Le rapport annuel de BAM, présenté le 29 juillet 2025 par le Wali Abdellatif Jouahri au roi Mohammed VI, dresse le bilan pour 2024. Quelques signes de reprise encourageants, certes, mais la croissance nationale reste freinée par plusieurs fragilités structurelles.

En 2024, l’économie nationale a affiché une croissance de 3,8%, contre 3,7% en 2023. Ce léger mieux est le fruit d’une forte progression des secteurs non agricoles, en particulier les industries manufacturières et extractives, le commerce, le BTP, mais aussi du tourisme, qui a enregistré un record d’arrivées. En revanche, la valeur ajoutée agricole a chuté de 4,8%, plombée par une nouvelle année de sécheresse.

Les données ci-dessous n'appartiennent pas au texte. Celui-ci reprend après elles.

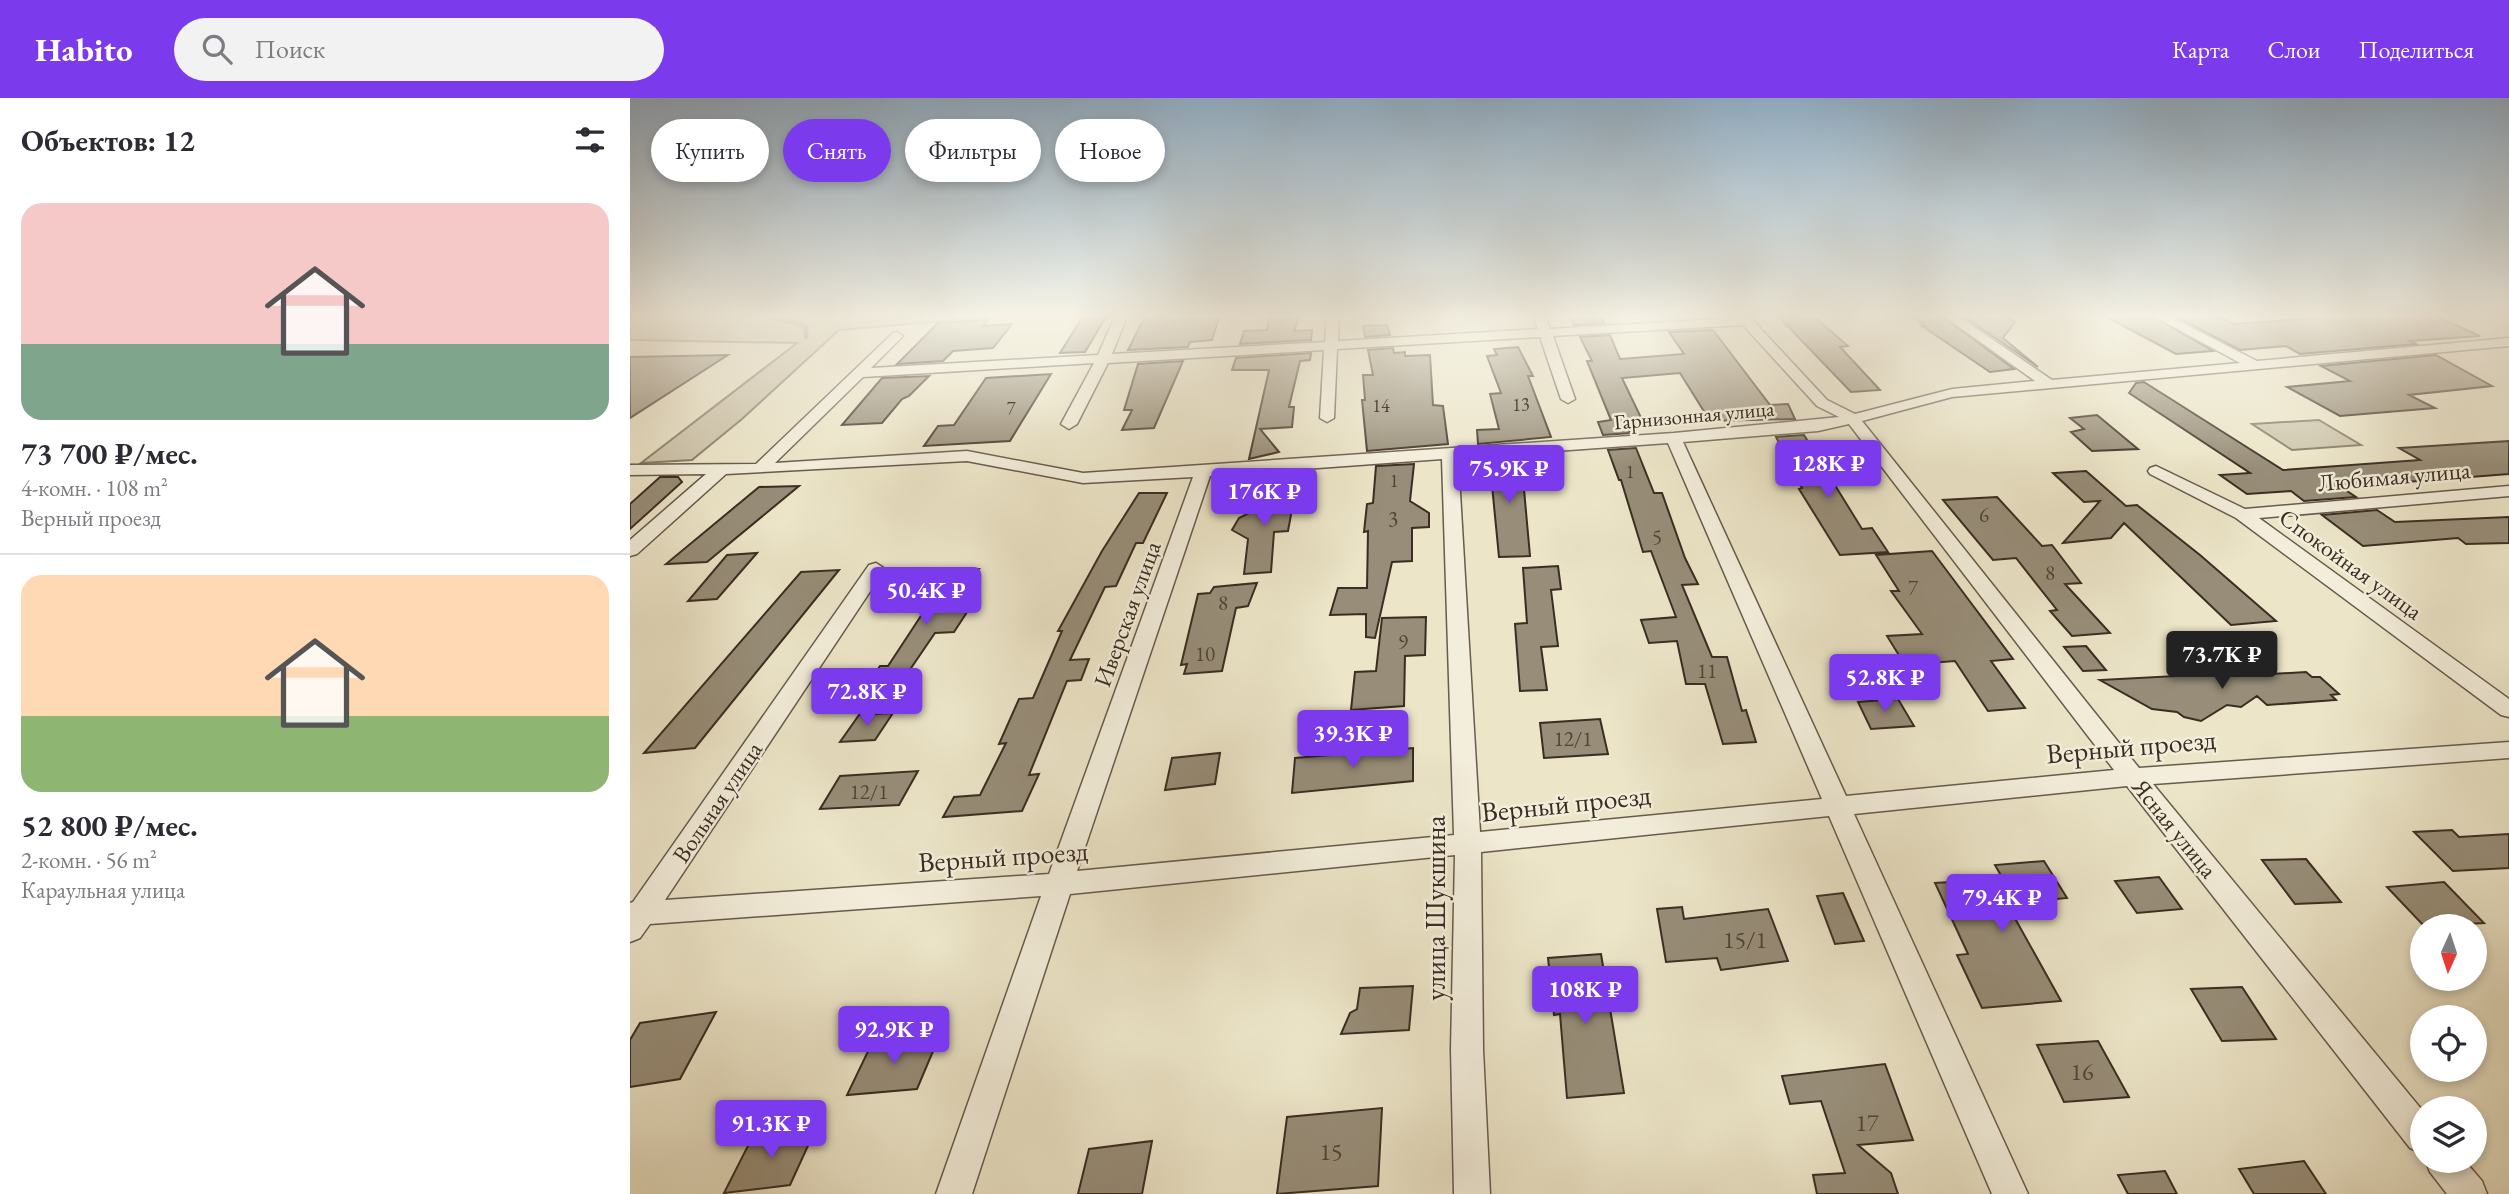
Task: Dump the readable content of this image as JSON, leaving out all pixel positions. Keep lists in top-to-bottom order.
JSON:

Cette croissance reste en deçà des attentes. Comme le souligne le rapport, « Un tel contexte n’a pas manqué d’impacter les performances de l’économie nationale au cours de cette décennie, celles-ci étant restées bien en deçà des ambitions que Votre Majesté s’est fixées pour le pays », a déclaré Jouahri. Les créations d’emplois ont aussi drastiquement diminué. 6.000 postes annuels en moyenne depuis dix ans, contre 145.000 avant 2013 !

Le premier facteur de fragilité constaté dans ce rapport est évidemment l’agriculture, toujours très exposée au climat. Depuis 2019, près d’un million d’emplois ont été perdus dans ce secteur, sans que les autres domaines d’activité ne compensent cette perte. Le taux de chômage a donc grimpé à 13,3% en 2024. Le rapport alerte aussi sur une décapitalisation inquiétante du cheptel et une érosion des terres agricoles.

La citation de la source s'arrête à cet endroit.